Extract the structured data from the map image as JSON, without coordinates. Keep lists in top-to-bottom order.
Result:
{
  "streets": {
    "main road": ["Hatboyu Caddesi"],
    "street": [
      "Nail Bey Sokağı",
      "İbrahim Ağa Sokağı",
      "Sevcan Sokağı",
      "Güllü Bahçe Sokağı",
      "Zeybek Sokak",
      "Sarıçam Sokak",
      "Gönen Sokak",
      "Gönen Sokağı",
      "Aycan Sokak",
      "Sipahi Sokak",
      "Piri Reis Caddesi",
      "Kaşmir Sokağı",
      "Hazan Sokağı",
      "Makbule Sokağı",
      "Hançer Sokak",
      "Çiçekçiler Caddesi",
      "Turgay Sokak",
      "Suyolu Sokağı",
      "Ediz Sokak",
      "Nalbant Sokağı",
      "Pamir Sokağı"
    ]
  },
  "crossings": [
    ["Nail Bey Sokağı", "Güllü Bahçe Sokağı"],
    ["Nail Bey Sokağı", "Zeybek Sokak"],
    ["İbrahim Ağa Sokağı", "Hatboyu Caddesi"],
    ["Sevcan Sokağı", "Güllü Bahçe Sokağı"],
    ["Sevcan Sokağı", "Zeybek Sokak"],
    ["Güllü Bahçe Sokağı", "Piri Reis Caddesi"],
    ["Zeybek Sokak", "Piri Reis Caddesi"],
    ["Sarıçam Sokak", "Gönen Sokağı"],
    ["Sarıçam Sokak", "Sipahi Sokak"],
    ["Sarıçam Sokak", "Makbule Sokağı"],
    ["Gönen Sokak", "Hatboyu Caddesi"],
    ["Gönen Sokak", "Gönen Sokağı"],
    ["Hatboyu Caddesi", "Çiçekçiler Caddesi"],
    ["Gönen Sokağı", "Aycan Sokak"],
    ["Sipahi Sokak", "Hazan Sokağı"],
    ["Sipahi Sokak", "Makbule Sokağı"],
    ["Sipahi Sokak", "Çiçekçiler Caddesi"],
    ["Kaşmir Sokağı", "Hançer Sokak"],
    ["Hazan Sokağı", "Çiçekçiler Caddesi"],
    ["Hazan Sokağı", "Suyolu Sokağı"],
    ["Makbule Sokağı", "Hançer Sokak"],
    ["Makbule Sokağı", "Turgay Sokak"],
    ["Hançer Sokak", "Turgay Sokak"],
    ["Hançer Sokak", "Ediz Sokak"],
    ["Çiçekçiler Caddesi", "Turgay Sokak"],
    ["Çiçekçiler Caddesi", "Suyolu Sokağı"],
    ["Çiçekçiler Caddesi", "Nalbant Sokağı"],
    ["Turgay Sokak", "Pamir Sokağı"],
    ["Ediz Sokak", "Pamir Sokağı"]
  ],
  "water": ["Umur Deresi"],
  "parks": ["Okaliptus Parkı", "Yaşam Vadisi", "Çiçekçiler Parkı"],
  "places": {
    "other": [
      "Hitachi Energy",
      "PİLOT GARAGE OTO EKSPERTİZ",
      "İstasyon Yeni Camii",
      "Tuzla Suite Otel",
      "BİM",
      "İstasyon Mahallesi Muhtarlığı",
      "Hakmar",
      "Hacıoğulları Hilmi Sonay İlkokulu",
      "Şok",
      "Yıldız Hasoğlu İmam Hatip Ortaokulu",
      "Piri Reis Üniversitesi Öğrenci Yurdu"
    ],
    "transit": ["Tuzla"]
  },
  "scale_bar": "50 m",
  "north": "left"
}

────────────────────────────────────────

**Directions:**
Once you have read the entries, write them out again without altering a single character.

**Answer section:**
Extract the structured data from the map image as JSON, without coordinates. Keep lists in top-to-bottom order.
Result:
{
  "streets": {
    "main road": ["Hatboyu Caddesi"],
    "street": [
      "Nail Bey Sokağı",
      "İbrahim Ağa Sokağı",
      "Sevcan Sokağı",
      "Güllü Bahçe Sokağı",
      "Zeybek Sokak",
      "Sarıçam Sokak",
      "Gönen Sokak",
      "Gönen Sokağı",
      "Aycan Sokak",
      "Sipahi Sokak",
      "Piri Reis Caddesi",
      "Kaşmir Sokağı",
      "Hazan Sokağı",
      "Makbule Sokağı",
      "Hançer Sokak",
      "Çiçekçiler Caddesi",
      "Turgay Sokak",
      "Suyolu Sokağı",
      "Ediz Sokak",
      "Nalbant Sokağı",
      "Pamir Sokağı"
    ]
  },
  "crossings": [
    ["Nail Bey Sokağı", "Güllü Bahçe Sokağı"],
    ["Nail Bey Sokağı", "Zeybek Sokak"],
    ["İbrahim Ağa Sokağı", "Hatboyu Caddesi"],
    ["Sevcan Sokağı", "Güllü Bahçe Sokağı"],
    ["Sevcan Sokağı", "Zeybek Sokak"],
    ["Güllü Bahçe Sokağı", "Piri Reis Caddesi"],
    ["Zeybek Sokak", "Piri Reis Caddesi"],
    ["Sarıçam Sokak", "Gönen Sokağı"],
    ["Sarıçam Sokak", "Sipahi Sokak"],
    ["Sarıçam Sokak", "Makbule Sokağı"],
    ["Gönen Sokak", "Hatboyu Caddesi"],
    ["Gönen Sokak", "Gönen Sokağı"],
    ["Hatboyu Caddesi", "Çiçekçiler Caddesi"],
    ["Gönen Sokağı", "Aycan Sokak"],
    ["Sipahi Sokak", "Hazan Sokağı"],
    ["Sipahi Sokak", "Makbule Sokağı"],
    ["Sipahi Sokak", "Çiçekçiler Caddesi"],
    ["Kaşmir Sokağı", "Hançer Sokak"],
    ["Hazan Sokağı", "Çiçekçiler Caddesi"],
    ["Hazan Sokağı", "Suyolu Sokağı"],
    ["Makbule Sokağı", "Hançer Sokak"],
    ["Makbule Sokağı", "Turgay Sokak"],
    ["Hançer Sokak", "Turgay Sokak"],
    ["Hançer Sokak", "Ediz Sokak"],
    ["Çiçekçiler Caddesi", "Turgay Sokak"],
    ["Çiçekçiler Caddesi", "Suyolu Sokağı"],
    ["Çiçekçiler Caddesi", "Nalbant Sokağı"],
    ["Turgay Sokak", "Pamir Sokağı"],
    ["Ediz Sokak", "Pamir Sokağı"]
  ],
  "water": ["Umur Deresi"],
  "parks": ["Okaliptus Parkı", "Yaşam Vadisi", "Çiçekçiler Parkı"],
  "places": {
    "other": [
      "Hitachi Energy",
      "PİLOT GARAGE OTO EKSPERTİZ",
      "İstasyon Yeni Camii",
      "Tuzla Suite Otel",
      "BİM",
      "İstasyon Mahallesi Muhtarlığı",
      "Hakmar",
      "Hacıoğulları Hilmi Sonay İlkokulu",
      "Şok",
      "Yıldız Hasoğlu İmam Hatip Ortaokulu",
      "Piri Reis Üniversitesi Öğrenci Yurdu"
    ],
    "transit": ["Tuzla"]
  },
  "scale_bar": "50 m",
  "north": "left"
}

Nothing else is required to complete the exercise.